Task instructions
The answer must be every line of the records below that contains the word "value", copied out.

(Information Opens)

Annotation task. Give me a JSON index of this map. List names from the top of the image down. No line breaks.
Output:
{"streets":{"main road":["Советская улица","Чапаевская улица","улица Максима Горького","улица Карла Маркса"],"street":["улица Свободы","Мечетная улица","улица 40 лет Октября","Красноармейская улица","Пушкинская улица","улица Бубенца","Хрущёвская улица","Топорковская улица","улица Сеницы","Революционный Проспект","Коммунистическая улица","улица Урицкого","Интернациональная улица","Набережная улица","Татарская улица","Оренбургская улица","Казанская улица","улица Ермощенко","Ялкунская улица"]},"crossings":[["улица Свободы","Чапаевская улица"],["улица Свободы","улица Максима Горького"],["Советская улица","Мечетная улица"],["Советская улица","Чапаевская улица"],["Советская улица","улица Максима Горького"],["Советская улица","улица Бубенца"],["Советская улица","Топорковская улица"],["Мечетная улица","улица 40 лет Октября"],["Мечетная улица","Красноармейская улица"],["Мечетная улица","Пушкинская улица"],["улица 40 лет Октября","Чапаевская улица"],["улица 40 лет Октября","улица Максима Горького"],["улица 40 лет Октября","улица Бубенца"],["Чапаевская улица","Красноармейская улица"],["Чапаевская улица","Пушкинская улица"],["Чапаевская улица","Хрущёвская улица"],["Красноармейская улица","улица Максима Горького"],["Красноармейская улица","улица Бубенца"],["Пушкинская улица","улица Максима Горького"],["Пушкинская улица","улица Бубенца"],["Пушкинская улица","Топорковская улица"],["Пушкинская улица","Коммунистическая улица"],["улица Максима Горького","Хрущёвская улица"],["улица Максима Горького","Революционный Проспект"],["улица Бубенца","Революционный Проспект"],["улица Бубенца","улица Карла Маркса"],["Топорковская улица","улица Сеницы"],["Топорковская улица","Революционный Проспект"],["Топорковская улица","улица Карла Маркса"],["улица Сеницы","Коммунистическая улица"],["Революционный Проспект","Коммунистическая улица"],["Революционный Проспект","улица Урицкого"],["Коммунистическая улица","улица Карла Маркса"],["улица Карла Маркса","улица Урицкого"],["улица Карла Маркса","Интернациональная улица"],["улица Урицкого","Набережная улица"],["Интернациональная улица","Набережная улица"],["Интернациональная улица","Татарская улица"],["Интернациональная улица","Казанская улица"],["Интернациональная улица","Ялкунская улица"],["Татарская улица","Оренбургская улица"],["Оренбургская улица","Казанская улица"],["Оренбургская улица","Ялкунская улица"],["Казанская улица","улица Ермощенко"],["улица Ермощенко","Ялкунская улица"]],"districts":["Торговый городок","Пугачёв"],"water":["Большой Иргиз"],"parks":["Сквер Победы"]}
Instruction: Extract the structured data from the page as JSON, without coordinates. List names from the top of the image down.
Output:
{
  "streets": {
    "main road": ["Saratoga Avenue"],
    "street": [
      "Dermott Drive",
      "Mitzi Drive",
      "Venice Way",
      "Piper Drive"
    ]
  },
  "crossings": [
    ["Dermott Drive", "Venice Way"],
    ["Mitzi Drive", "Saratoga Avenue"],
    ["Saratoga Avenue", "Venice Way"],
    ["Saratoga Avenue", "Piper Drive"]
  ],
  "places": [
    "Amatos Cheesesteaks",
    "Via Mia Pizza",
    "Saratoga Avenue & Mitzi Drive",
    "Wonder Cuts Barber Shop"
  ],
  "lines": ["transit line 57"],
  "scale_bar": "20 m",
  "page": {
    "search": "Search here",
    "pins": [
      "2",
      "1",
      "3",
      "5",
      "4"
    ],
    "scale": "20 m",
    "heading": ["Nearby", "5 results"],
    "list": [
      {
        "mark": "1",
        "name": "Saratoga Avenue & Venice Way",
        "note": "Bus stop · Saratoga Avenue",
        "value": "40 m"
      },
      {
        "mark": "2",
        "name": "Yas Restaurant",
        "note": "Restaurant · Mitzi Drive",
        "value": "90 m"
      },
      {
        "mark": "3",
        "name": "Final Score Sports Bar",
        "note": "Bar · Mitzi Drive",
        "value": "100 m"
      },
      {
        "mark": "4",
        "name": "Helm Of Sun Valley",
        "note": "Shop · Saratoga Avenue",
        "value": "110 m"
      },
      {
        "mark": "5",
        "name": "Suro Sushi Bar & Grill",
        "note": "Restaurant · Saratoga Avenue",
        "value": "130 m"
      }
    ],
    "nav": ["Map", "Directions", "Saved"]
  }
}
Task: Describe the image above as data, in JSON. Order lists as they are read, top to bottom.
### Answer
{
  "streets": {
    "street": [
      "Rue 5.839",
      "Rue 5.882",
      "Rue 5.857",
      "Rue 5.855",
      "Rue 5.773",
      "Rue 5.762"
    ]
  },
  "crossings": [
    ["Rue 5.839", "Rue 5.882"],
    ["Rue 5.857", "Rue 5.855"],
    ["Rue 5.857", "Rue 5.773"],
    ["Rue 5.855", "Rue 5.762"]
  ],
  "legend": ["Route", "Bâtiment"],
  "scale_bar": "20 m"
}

(Information Closes)

Expected answer
        "value": "40 m"
        "value": "90 m"
        "value": "100 m"
        "value": "110 m"
        "value": "130 m"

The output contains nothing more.